Action item: Return every line of the records that includes the string "Kenosha".

Input for this task:

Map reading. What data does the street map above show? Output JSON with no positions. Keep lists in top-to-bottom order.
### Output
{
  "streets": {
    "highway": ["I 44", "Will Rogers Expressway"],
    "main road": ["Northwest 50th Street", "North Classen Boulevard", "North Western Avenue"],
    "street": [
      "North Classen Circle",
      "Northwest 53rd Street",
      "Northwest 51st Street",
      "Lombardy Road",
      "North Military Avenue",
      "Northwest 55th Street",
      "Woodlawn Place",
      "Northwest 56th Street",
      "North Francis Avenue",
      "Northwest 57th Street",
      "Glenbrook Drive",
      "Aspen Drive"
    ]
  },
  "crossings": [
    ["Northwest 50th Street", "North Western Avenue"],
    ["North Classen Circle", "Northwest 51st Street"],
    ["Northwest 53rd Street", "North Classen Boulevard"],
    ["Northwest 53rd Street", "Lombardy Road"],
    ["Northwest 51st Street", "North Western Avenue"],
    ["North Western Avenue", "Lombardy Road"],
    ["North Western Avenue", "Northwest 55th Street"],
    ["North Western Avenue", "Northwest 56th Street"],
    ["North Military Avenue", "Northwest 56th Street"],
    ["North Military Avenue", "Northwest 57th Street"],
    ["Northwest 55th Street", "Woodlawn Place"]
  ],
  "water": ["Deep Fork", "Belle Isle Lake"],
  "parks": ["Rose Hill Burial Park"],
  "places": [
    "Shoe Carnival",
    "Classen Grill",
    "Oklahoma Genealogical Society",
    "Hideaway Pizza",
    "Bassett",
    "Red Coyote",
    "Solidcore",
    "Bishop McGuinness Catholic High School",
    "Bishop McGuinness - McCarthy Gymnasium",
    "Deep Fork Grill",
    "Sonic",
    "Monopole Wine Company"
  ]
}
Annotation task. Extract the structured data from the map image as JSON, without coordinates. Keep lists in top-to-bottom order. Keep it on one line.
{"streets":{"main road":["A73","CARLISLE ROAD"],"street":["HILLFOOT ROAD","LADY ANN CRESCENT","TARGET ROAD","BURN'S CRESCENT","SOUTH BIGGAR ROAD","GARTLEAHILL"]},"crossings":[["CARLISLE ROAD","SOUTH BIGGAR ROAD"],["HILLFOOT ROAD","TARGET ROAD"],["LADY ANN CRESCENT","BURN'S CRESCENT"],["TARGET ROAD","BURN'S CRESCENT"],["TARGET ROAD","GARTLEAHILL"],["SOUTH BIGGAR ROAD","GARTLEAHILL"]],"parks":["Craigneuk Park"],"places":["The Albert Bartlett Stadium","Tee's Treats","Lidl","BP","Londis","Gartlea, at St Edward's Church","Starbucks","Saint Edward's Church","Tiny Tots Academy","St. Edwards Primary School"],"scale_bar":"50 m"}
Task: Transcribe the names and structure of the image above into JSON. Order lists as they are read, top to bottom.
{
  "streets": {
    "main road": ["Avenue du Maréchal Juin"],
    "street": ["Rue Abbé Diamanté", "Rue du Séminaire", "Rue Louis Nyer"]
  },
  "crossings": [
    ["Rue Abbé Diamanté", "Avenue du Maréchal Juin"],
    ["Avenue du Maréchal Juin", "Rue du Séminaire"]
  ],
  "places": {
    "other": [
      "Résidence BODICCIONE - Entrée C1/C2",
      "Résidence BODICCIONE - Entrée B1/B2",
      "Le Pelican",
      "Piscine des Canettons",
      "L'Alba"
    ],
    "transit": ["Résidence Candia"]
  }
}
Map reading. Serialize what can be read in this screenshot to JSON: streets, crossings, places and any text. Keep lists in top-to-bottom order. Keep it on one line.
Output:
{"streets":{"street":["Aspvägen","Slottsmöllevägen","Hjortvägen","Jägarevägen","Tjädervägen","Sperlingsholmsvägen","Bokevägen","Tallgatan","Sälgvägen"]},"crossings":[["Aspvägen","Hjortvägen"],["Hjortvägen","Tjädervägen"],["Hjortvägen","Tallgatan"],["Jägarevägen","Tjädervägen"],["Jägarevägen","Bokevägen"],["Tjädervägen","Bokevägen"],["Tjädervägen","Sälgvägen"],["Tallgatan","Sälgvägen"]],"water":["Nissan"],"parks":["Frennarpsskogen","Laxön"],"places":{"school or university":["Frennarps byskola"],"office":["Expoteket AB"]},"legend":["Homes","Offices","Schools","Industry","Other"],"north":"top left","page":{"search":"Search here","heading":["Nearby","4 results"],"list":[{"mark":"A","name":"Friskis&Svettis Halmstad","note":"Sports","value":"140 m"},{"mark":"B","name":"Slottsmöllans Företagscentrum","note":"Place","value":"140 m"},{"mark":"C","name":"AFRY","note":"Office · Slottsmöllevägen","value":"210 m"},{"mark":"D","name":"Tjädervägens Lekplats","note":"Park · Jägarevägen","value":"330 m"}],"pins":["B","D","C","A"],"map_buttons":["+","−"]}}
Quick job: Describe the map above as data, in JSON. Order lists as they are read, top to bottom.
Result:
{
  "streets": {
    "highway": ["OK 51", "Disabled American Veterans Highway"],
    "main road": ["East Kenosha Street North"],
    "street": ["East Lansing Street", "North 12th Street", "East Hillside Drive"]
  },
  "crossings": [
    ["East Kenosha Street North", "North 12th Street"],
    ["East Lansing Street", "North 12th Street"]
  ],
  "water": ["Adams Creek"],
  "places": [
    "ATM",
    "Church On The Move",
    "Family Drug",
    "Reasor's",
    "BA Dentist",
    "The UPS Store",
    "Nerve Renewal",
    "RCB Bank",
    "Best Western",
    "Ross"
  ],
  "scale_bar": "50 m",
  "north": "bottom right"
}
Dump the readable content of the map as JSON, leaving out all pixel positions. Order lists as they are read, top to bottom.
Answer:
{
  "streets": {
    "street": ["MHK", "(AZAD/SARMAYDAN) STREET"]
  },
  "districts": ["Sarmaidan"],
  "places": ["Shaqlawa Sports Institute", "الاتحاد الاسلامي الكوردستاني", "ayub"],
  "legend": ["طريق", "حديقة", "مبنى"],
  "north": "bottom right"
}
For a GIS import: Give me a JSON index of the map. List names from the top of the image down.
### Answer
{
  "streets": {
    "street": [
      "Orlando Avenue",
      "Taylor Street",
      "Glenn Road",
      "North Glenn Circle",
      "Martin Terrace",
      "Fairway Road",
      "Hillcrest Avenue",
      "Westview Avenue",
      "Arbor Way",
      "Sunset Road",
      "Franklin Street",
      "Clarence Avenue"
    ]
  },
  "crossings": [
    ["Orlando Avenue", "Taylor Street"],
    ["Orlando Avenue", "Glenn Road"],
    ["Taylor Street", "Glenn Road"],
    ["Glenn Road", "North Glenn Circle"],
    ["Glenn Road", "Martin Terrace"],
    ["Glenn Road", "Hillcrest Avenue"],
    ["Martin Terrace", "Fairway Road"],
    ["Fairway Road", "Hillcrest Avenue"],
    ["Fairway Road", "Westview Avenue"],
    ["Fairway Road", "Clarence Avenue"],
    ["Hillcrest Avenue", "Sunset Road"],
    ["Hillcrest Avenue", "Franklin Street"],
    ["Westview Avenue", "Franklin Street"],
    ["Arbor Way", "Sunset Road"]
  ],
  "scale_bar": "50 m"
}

Solution to this task:
    "main road": ["East Kenosha Street North"],
    ["East Kenosha Street North", "North 12th Street"],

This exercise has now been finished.